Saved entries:
____
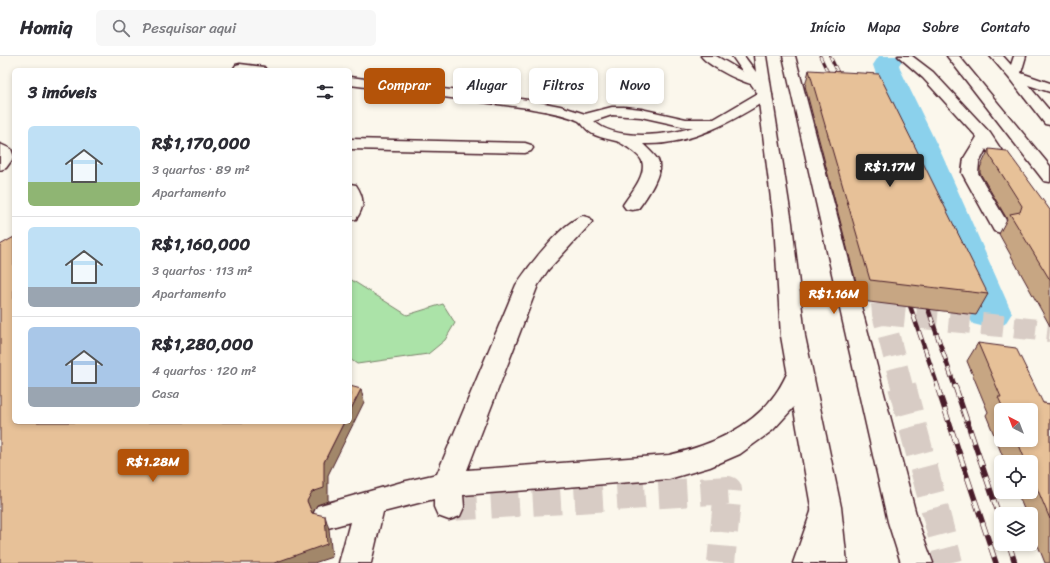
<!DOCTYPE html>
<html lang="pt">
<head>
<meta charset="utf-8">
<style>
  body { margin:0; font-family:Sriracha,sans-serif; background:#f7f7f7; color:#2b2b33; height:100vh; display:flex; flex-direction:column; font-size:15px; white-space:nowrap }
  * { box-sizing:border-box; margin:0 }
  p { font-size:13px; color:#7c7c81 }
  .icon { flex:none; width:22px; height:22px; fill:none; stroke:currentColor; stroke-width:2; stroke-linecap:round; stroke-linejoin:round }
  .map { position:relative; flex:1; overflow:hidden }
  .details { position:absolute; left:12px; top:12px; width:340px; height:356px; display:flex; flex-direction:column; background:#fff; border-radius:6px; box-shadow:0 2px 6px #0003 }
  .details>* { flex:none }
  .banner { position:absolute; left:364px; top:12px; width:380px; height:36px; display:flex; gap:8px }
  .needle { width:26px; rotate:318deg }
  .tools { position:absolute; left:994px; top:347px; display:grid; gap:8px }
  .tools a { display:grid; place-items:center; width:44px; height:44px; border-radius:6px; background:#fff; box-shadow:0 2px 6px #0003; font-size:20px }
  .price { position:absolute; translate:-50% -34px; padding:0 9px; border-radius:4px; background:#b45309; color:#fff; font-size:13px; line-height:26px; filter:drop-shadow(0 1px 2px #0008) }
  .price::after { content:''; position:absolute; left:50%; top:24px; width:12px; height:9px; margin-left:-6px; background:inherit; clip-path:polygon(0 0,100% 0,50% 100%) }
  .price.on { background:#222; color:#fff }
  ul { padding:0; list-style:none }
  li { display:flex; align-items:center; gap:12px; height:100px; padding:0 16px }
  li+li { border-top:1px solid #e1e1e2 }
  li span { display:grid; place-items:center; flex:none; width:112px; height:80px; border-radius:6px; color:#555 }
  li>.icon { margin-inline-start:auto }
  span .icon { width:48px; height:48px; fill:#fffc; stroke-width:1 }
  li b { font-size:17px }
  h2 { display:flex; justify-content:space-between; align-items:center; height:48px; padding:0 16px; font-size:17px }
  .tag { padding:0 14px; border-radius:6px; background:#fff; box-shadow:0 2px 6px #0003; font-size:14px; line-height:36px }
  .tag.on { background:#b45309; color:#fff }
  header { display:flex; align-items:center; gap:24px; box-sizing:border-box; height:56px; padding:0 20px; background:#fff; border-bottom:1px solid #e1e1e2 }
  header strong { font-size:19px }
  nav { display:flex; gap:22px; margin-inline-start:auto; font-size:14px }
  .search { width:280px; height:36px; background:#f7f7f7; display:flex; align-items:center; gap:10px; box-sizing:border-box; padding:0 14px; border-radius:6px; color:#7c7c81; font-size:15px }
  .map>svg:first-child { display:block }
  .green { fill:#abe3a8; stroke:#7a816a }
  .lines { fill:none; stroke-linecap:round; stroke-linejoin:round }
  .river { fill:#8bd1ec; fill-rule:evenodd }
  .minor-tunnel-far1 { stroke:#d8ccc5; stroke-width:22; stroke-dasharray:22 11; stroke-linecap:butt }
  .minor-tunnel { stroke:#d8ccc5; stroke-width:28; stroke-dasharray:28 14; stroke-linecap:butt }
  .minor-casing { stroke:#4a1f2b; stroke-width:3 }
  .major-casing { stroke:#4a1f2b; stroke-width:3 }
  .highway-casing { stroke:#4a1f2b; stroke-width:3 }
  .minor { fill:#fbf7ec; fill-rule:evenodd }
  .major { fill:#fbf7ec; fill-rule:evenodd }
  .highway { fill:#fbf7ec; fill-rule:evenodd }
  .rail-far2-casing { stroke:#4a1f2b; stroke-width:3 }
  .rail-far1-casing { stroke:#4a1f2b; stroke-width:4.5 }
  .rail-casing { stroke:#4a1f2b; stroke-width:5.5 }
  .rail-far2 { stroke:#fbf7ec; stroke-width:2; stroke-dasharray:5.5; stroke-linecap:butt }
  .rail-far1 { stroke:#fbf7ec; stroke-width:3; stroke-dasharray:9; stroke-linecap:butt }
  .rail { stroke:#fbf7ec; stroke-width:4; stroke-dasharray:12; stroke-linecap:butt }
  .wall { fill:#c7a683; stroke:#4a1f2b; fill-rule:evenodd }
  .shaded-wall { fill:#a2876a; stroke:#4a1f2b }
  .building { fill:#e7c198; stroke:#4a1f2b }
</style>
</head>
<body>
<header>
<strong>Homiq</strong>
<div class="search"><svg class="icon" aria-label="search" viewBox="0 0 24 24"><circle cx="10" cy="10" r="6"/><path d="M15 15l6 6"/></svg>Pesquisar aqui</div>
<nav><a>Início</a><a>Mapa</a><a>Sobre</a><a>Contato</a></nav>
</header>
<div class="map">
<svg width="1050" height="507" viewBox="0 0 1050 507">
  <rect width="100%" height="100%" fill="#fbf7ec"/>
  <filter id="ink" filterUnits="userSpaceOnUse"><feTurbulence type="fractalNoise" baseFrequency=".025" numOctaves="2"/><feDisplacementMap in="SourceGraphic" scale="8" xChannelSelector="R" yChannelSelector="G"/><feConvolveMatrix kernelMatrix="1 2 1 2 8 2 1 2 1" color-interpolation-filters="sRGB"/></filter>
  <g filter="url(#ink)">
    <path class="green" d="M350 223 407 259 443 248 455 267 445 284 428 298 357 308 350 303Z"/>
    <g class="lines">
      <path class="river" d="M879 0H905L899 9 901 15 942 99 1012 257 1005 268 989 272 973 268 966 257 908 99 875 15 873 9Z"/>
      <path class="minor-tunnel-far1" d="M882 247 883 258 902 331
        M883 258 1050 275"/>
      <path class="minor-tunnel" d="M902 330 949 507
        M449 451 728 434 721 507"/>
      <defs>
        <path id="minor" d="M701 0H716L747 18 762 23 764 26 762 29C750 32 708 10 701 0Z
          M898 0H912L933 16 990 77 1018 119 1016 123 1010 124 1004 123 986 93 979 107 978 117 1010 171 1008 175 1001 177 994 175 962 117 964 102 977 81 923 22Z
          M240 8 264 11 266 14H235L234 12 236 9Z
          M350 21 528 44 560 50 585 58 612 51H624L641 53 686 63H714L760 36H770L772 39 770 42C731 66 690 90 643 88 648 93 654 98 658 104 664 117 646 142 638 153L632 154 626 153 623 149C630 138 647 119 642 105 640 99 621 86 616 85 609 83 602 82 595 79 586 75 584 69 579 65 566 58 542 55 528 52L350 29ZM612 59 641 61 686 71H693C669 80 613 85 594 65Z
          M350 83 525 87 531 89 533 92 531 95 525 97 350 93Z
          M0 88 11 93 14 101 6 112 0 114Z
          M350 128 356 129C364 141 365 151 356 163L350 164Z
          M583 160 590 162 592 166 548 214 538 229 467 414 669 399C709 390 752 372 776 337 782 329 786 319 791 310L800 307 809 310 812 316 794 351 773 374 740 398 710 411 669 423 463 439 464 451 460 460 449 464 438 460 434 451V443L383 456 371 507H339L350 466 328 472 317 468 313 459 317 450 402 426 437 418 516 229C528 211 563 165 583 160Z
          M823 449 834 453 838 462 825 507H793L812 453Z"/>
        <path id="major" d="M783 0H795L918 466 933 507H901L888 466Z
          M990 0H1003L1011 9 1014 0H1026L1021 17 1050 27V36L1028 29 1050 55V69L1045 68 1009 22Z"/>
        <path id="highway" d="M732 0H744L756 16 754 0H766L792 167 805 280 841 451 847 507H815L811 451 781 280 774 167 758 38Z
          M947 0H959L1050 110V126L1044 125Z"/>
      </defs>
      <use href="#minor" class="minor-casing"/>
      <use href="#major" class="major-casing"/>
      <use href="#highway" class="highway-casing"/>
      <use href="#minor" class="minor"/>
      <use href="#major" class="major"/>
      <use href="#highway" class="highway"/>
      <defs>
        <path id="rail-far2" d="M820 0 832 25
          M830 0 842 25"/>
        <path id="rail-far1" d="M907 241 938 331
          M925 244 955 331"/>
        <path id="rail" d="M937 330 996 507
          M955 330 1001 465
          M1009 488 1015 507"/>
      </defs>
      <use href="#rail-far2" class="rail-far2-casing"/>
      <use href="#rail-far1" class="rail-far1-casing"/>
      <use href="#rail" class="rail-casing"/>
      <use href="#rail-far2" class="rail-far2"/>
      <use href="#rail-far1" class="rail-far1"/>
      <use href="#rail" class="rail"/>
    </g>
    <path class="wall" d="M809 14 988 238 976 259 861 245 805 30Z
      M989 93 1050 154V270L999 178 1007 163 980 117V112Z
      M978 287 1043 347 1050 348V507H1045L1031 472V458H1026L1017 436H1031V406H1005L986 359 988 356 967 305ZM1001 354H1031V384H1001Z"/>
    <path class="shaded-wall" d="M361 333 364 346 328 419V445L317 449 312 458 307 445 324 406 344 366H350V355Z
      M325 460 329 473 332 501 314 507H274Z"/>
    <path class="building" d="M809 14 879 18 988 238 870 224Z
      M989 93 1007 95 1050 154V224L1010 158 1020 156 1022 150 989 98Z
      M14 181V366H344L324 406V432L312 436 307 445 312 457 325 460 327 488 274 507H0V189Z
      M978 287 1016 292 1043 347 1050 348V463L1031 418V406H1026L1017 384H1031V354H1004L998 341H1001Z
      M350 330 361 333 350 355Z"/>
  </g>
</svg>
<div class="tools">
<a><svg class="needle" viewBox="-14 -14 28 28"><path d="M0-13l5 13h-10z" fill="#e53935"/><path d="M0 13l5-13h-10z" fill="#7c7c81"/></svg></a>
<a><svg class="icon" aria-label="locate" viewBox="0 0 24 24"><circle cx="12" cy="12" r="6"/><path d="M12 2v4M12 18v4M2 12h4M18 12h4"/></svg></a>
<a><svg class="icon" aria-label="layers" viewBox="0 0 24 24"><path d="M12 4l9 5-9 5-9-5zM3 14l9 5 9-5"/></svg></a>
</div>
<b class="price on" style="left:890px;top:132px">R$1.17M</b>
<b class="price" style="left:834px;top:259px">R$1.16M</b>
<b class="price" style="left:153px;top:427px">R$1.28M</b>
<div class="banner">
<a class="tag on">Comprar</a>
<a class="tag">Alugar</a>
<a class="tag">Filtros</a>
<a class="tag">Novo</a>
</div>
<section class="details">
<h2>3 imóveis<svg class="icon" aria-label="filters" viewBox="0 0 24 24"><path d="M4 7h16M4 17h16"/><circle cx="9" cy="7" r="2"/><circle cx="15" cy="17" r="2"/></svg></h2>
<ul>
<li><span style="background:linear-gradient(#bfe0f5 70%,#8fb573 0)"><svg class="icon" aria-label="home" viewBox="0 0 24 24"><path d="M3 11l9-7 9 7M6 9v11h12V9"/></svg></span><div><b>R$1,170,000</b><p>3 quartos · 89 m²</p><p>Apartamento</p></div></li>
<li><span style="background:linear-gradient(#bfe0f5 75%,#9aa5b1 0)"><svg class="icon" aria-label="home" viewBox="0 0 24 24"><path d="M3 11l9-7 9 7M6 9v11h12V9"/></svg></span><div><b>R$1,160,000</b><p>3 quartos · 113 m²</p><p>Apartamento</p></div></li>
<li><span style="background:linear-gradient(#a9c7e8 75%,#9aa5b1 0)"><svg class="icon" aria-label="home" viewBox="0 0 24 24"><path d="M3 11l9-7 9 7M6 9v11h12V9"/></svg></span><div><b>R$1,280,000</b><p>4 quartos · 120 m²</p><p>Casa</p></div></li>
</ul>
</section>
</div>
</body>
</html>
____
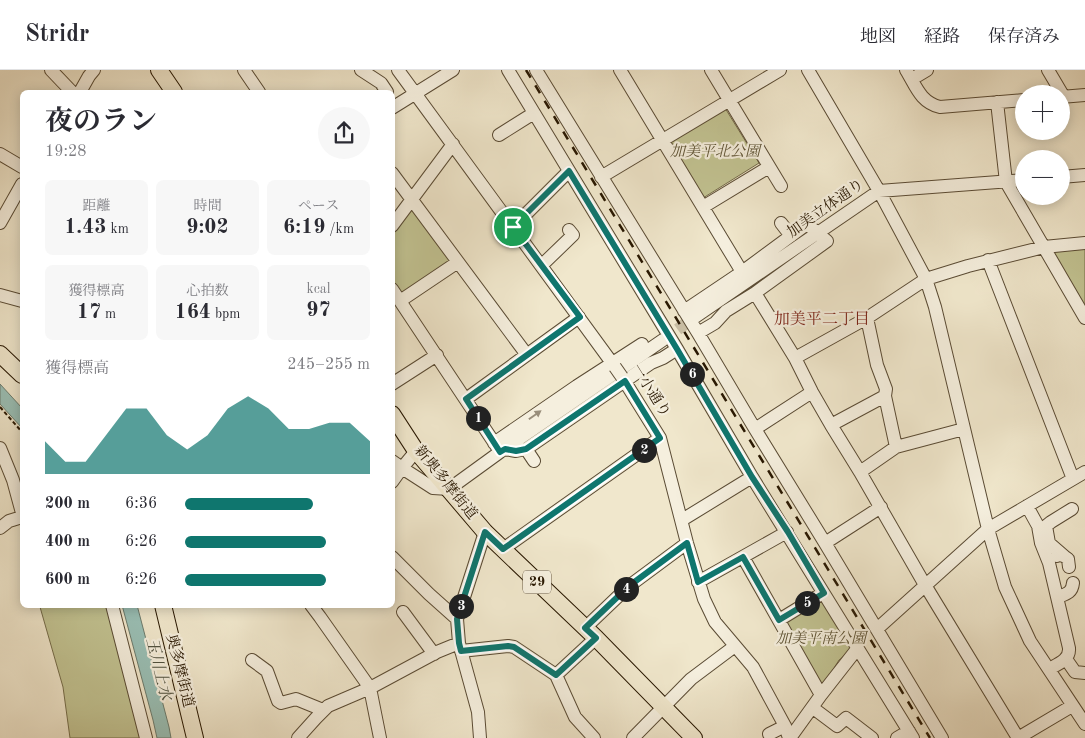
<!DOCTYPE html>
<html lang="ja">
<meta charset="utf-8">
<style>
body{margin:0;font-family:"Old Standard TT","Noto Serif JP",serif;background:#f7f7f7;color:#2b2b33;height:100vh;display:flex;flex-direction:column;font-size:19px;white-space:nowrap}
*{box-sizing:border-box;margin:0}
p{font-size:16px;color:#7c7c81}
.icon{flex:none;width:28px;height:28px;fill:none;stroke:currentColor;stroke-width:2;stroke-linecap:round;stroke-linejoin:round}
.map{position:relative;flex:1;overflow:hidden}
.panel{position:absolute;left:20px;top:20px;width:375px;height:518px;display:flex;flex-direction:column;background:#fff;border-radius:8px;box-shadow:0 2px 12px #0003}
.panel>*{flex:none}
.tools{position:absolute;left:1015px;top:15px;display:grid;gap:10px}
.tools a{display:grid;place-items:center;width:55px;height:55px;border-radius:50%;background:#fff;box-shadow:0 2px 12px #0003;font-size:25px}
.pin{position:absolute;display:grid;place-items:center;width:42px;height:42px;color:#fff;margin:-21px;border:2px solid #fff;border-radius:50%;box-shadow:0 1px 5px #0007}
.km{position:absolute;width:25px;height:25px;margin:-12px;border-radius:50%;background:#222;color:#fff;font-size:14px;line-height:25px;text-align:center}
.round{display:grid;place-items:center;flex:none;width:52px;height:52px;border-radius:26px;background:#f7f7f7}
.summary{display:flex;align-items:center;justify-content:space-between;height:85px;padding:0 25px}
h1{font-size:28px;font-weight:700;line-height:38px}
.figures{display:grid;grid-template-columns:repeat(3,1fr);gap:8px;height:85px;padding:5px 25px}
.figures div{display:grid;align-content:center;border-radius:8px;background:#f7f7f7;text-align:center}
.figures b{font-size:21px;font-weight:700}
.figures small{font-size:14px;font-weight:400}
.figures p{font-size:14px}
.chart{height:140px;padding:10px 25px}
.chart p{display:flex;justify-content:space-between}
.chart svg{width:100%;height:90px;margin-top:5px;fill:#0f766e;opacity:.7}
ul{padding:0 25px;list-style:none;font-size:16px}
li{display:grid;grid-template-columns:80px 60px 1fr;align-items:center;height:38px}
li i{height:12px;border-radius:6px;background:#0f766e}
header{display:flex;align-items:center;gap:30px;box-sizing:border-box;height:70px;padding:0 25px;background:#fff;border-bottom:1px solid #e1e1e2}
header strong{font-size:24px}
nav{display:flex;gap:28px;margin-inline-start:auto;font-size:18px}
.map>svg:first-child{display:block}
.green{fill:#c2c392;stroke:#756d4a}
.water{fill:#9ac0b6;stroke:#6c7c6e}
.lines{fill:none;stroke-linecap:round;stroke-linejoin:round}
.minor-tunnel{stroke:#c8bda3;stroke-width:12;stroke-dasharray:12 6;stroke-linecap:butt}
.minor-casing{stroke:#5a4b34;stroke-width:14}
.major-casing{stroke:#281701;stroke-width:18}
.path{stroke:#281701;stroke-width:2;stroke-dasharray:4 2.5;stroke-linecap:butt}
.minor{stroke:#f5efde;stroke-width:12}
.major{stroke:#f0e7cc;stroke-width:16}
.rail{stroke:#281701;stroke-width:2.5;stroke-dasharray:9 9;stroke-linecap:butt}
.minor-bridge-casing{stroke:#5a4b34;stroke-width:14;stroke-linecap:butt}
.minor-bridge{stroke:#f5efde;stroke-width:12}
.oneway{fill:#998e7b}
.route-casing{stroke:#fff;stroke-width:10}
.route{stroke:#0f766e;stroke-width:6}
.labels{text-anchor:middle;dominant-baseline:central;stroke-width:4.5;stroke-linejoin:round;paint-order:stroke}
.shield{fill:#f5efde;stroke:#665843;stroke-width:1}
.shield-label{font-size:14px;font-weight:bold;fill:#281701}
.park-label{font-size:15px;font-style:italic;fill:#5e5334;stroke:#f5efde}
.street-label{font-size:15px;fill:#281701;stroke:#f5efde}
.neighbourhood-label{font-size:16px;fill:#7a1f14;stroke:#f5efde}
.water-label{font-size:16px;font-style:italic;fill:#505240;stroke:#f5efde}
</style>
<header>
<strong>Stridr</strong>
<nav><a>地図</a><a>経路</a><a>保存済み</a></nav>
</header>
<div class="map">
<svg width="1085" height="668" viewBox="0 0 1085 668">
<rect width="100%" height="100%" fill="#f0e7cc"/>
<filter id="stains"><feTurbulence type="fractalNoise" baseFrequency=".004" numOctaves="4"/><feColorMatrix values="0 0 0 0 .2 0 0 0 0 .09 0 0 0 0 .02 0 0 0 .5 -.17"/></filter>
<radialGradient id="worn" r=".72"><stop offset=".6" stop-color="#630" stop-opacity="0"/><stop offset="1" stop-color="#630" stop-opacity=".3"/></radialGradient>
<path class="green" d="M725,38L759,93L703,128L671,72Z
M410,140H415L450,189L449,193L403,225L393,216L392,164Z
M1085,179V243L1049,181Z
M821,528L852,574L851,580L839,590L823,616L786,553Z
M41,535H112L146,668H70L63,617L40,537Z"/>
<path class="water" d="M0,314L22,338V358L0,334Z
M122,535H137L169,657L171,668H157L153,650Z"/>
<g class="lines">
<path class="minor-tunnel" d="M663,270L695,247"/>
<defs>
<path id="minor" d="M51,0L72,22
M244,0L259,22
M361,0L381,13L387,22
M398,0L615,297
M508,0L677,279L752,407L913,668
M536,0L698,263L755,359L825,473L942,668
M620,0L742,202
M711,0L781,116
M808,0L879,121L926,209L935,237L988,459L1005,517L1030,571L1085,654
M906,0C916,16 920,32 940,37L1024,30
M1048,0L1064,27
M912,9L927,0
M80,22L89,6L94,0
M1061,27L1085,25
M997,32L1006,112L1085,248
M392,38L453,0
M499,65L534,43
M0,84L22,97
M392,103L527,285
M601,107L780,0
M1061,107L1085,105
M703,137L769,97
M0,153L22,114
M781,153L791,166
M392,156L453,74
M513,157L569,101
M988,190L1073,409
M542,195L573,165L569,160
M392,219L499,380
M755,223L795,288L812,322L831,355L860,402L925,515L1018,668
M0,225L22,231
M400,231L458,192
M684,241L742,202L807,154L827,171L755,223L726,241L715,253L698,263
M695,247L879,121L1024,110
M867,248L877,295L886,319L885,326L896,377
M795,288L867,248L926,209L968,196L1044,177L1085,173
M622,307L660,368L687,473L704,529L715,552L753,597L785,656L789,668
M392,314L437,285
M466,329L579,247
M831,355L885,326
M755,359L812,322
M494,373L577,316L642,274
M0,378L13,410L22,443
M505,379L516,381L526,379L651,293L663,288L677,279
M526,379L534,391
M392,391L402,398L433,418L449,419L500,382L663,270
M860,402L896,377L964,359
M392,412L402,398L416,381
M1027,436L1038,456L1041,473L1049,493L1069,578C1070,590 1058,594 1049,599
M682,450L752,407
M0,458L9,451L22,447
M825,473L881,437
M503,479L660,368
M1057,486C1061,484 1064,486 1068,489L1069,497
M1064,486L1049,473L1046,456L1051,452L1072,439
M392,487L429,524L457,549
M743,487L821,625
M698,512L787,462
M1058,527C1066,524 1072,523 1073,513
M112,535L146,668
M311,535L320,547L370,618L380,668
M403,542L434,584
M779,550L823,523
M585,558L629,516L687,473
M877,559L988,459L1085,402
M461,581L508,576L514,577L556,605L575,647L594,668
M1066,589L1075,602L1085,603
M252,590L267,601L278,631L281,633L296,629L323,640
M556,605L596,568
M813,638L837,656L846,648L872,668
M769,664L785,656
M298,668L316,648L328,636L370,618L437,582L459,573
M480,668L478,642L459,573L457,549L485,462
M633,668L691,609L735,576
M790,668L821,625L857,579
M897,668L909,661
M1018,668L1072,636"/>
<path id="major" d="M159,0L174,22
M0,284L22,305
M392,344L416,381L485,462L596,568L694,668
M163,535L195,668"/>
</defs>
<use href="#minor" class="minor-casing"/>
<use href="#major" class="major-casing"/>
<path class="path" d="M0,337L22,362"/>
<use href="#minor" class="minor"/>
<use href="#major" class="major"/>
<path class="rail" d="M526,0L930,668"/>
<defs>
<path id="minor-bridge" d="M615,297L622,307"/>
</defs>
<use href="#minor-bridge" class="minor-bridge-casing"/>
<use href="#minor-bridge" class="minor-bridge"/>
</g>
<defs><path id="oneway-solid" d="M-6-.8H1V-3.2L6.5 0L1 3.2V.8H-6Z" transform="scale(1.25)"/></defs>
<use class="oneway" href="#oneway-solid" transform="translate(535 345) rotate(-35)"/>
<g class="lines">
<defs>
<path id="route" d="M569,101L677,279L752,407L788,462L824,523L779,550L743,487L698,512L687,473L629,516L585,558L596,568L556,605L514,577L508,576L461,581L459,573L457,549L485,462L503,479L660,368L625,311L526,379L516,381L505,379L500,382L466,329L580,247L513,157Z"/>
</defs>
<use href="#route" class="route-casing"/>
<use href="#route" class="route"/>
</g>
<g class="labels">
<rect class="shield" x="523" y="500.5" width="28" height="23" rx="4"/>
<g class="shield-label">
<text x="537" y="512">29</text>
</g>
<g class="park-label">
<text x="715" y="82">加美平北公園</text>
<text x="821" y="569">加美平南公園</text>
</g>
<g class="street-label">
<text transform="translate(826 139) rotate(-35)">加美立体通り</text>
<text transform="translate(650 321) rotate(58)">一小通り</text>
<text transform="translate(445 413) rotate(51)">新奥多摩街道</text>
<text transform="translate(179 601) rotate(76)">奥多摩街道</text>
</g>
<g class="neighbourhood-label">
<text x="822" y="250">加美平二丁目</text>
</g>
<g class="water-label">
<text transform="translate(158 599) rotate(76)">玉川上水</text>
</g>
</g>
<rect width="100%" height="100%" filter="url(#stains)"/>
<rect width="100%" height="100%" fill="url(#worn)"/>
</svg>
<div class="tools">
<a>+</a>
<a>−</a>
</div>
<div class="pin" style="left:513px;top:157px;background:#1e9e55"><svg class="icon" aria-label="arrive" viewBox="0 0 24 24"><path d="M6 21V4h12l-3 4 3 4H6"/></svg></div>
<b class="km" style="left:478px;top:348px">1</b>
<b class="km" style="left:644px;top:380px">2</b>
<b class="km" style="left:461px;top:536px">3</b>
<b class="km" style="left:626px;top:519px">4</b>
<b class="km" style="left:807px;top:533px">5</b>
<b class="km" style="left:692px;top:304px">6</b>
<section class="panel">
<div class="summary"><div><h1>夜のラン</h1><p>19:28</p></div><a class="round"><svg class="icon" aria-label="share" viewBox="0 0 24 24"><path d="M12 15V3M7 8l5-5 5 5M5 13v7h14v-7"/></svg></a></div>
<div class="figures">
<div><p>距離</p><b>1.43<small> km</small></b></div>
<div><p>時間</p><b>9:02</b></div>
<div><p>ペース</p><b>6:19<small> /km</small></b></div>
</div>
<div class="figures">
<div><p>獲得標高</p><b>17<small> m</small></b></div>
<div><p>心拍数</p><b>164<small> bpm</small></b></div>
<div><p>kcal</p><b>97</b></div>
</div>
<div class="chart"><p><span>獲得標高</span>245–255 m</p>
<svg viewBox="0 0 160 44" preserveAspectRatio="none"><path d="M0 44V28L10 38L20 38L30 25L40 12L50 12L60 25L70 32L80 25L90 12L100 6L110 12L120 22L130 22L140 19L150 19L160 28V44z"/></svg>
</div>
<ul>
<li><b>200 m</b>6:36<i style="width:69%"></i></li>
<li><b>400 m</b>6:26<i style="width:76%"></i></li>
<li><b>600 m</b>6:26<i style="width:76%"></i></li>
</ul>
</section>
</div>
____
### REQUIRED WORK
If a line in the entries above holds the word "lines", count it; then report the total alone.

### RESPONSE TO THIS EXERCISE
5